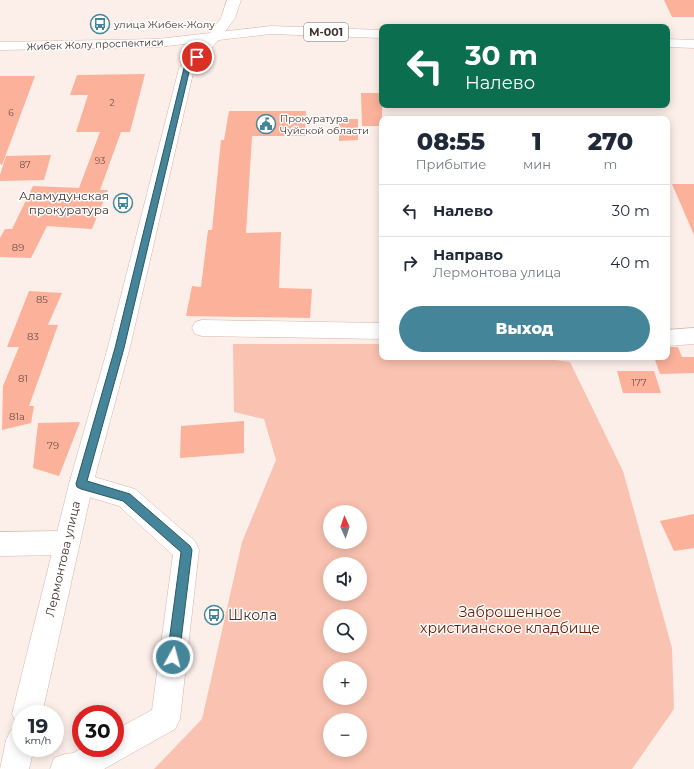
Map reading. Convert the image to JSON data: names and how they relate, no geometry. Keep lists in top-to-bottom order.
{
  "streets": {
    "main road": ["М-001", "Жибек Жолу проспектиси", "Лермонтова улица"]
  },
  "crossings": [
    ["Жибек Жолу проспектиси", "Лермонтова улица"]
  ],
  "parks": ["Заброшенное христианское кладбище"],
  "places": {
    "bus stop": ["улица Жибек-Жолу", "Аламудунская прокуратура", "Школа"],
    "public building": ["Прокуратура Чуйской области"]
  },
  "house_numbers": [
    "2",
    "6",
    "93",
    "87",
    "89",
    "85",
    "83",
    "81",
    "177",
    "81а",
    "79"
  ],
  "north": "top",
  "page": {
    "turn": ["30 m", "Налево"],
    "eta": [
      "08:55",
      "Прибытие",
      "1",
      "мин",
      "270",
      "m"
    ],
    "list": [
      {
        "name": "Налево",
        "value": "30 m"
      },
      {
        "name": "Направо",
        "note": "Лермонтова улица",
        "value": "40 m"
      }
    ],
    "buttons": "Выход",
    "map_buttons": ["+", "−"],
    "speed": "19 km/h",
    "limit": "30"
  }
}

------------------------

_What is needed:_ Line by line, print the records above exactly, skipping each picture.

_Solved problem:_
Map reading. Convert the image to JSON data: names and how they relate, no geometry. Keep lists in top-to-bottom order.
{
  "streets": {
    "main road": ["М-001", "Жибек Жолу проспектиси", "Лермонтова улица"]
  },
  "crossings": [
    ["Жибек Жолу проспектиси", "Лермонтова улица"]
  ],
  "parks": ["Заброшенное христианское кладбище"],
  "places": {
    "bus stop": ["улица Жибек-Жолу", "Аламудунская прокуратура", "Школа"],
    "public building": ["Прокуратура Чуйской области"]
  },
  "house_numbers": [
    "2",
    "6",
    "93",
    "87",
    "89",
    "85",
    "83",
    "81",
    "177",
    "81а",
    "79"
  ],
  "north": "top",
  "page": {
    "turn": ["30 m", "Налево"],
    "eta": [
      "08:55",
      "Прибытие",
      "1",
      "мин",
      "270",
      "m"
    ],
    "list": [
      {
        "name": "Налево",
        "value": "30 m"
      },
      {
        "name": "Направо",
        "note": "Лермонтова улица",
        "value": "40 m"
      }
    ],
    "buttons": "Выход",
    "map_buttons": ["+", "−"],
    "speed": "19 km/h",
    "limit": "30"
  }
}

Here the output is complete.